Recently, I spent two days with Andrea giving speeches. During the two days, over many bottles of beer, we had plenty of time to discuss his new VM. I was mainly interested in how the new VM affects Mosix. Because Mosix must migrate virtual memory pages belonging to the program's address spaces between cluster nodes, it is important to correctly understand the VM and interface efficiently to it.

Specifically, Andrea took exception to the following problems in the 2.4 VM:

The new VM is much simpler and faster. Let me explain how it works.

The old 2.4 VM had a major design problem that manifested itself mainly when freeing physically dirty pages (remember dirty pages are the frames of 4-KB memory in the RAM whose contents have been modified by one of the virtual memory pages residing in it). The last owner of the page (usually the VM, except in swapoff) has to clear the dirty flag before freeing the page. When being swapped off in swapoff it may be a little more complicated — we may need to grab the pagecache_lock to ensure nobody starts using the page while we clear it.

So, Andrea went and did the following: All physical pages are now divided into active and inactive pages. These two are further divided into dirty and clean for both active and inactive. When the active dirty pages become about 66 percent of the total number of pages, the VM starts to scan them for the oldest ones to be put into inactive dirty and then, later still, from there to the swap when memory becomes tight. This part is very central to the new VM and its simplicity is...well, simply stunning.

This elegant mechanism totally changes the behavior of the 2.4.10 kernel under heavy load and also makes for much better predictability of the system. Another very important change is that the swap is now additional to the RAM, just like in 2.2 times. All earlier 2.4 kernels (since 2.3.12) needed at least the same amount of RAM in swap and then more to give you additional virtual memory. This meant that on an 8-GB server, you needed to put aside almost a full 9-GB disk just to be able to swap, similar to some versions of Solaris or other UNIXes.

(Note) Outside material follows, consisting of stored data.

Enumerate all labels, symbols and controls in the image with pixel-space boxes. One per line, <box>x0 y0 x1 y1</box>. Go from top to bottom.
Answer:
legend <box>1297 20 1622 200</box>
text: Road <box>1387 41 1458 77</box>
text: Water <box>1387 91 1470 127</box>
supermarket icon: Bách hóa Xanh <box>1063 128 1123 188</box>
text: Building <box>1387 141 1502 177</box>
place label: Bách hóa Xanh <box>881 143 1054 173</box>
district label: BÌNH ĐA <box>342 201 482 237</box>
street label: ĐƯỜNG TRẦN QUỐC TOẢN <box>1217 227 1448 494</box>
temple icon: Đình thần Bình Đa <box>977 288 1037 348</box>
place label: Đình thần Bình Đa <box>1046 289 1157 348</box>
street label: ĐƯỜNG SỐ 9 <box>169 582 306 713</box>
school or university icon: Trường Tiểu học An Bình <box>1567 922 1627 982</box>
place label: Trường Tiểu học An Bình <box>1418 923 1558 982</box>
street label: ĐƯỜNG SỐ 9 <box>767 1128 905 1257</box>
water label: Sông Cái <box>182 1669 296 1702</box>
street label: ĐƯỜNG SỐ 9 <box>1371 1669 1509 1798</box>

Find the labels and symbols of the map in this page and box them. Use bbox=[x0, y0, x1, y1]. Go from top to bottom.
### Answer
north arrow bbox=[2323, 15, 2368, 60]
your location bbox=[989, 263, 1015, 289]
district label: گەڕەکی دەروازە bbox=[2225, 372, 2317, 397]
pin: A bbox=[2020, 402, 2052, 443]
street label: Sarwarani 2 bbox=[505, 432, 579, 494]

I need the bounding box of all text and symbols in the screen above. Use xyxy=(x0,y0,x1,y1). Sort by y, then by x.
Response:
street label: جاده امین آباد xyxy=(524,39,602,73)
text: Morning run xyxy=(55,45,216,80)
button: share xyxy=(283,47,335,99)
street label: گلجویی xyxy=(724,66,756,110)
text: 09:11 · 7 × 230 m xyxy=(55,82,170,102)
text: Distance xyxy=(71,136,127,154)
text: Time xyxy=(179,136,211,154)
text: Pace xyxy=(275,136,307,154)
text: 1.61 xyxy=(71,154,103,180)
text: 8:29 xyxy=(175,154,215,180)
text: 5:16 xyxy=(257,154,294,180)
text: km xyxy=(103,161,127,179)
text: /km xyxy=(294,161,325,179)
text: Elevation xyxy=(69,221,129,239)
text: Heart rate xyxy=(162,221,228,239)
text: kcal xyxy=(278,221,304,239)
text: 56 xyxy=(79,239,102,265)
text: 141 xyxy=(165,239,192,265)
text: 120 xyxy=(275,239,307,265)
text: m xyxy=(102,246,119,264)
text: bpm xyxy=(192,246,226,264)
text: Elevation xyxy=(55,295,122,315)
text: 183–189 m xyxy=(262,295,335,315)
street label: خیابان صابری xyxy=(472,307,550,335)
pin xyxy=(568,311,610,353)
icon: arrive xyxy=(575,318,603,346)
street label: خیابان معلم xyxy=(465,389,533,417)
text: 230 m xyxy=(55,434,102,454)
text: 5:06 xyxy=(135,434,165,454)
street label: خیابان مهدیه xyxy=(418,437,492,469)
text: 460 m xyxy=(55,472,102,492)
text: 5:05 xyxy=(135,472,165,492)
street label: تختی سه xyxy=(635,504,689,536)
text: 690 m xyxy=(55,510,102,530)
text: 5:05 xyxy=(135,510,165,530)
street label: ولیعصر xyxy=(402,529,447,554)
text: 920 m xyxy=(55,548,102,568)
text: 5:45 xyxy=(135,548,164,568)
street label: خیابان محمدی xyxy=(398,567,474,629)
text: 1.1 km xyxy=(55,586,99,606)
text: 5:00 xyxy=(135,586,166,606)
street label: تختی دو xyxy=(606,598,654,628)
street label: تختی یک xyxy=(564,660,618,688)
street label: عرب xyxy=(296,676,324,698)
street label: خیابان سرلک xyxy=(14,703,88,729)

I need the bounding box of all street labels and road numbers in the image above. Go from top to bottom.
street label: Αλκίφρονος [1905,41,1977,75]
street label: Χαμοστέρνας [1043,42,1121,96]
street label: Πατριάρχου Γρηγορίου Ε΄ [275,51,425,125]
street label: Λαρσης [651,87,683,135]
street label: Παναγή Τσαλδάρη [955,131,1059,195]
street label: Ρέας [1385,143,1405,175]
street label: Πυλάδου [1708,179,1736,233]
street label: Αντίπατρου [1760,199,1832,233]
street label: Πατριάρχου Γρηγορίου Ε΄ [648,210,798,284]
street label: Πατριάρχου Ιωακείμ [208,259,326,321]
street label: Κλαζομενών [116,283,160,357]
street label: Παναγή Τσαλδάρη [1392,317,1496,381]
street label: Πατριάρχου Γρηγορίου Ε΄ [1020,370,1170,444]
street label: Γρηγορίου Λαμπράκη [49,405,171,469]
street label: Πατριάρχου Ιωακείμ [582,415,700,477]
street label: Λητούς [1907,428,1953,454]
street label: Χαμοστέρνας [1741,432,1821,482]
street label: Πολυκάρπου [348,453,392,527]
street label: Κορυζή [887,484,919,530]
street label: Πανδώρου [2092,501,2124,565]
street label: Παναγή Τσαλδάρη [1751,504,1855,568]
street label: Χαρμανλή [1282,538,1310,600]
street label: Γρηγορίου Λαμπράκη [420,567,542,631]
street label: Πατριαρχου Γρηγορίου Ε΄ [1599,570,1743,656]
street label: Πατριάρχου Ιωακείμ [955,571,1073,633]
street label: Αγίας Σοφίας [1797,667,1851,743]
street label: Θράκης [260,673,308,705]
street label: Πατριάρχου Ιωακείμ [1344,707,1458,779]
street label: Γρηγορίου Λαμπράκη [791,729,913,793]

Finally, the page scanner doesn't page scan if there are theoretically no freeable pages, whereas before it did. Oh, and the OOM killer never really worked, so Andrea disabled it, as I did for all my kernels. In 2.4.12 it is enabled again; this time, however, it works much better. Try it with the above program to see it in action.

Arcangeli's VM is stable, acts predictably — something that the old VM never really achieved — and it makes the swap space look like it did in 2.2 days. Additionally, the design is much simpler and easier to understand. People will catch up fast with it.

However, many kernel hackers disagree. Upon the release of kernel 2.4.10, a virulent and sometimes aggressive debate flamed up, with many people trying to show why one of the two was a good VM and the other not. Some comments got a bit out of control, and only in the last two weeks or so has some calm been restored.

However, one nasty side effect stays. Alan Cox, the number two man after Linus Torvalds, does not yet like the new VM and in his own kernel tree (called the "ac tree") he still continues to use and patch the old VM. As a consequence, users and system administrators now find themselves facing two very different kernel trees to choose from: the official Linux tree and the Alan Cox tree. Quite often, latest patches to drivers and new features are only in Alan Cox's tree. Those who want to go with the official Linux source code may find themselves unable to apply the patches due to the different VM code all over. It is acceptable for the two trees to be different for a few days on such important subsystems like VM, but it is not acceptable to have them different for months and across many kernel versions.

Nobody has yet dared to speak of a Linux source fork, but this is dangerously close to one.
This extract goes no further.